▸ DIRECTIONS FOR THIS TASK: What follows is a set of records; restate each one word for word and drop the pictures.

_ _ _ _ _

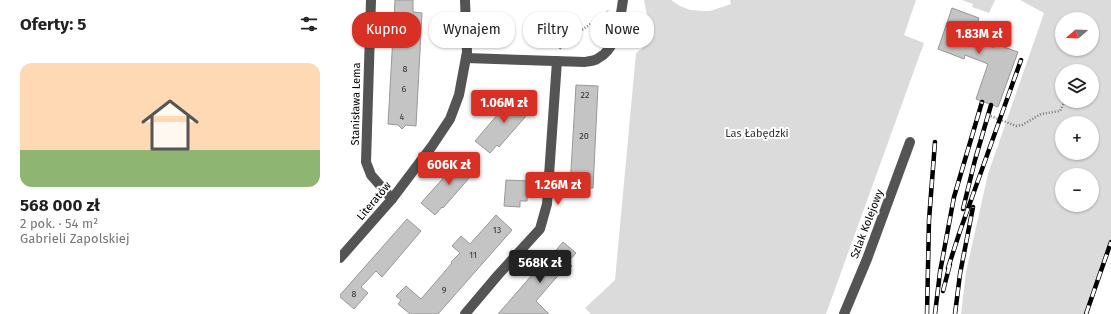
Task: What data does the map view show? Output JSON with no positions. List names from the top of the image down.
{
  "streets": {
    "street": ["Stanisława Lema", "Literatów", "Szlak Kolejowy"]
  },
  "crossings": [
    ["Stanisława Lema", "Literatów"]
  ],
  "parks": ["Las Łabędzki"],
  "house_numbers": [
    "8",
    "6",
    "22",
    "4",
    "20",
    "13",
    "11",
    "9",
    "8"
  ],
  "north": "left",
  "page": {
    "heading": "Oferty: 5",
    "map_buttons": ["+", "−"],
    "chip": [
      "Kupno",
      "Wynajem",
      "Filtry",
      "Nowe"
    ],
    "price": [
      "1.83M zł",
      "1.06M zł",
      "606K zł",
      "1.26M zł",
      "568K zł"
    ],
    "list": [
      {
        "name": "568 000 zł",
        "note": "2 pok. · 54 m² · Gabrieli Zapolskiej"
      }
    ]
  }
}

_ _ _ _ _

▸ ANSWER:
Task: What data does the map view show? Output JSON with no positions. List names from the top of the image down.
{
  "streets": {
    "street": ["Stanisława Lema", "Literatów", "Szlak Kolejowy"]
  },
  "crossings": [
    ["Stanisława Lema", "Literatów"]
  ],
  "parks": ["Las Łabędzki"],
  "house_numbers": [
    "8",
    "6",
    "22",
    "4",
    "20",
    "13",
    "11",
    "9",
    "8"
  ],
  "north": "left",
  "page": {
    "heading": "Oferty: 5",
    "map_buttons": ["+", "−"],
    "chip": [
      "Kupno",
      "Wynajem",
      "Filtry",
      "Nowe"
    ],
    "price": [
      "1.83M zł",
      "1.06M zł",
      "606K zł",
      "1.26M zł",
      "568K zł"
    ],
    "list": [
      {
        "name": "568 000 zł",
        "note": "2 pok. · 54 m² · Gabrieli Zapolskiej"
      }
    ]
  }
}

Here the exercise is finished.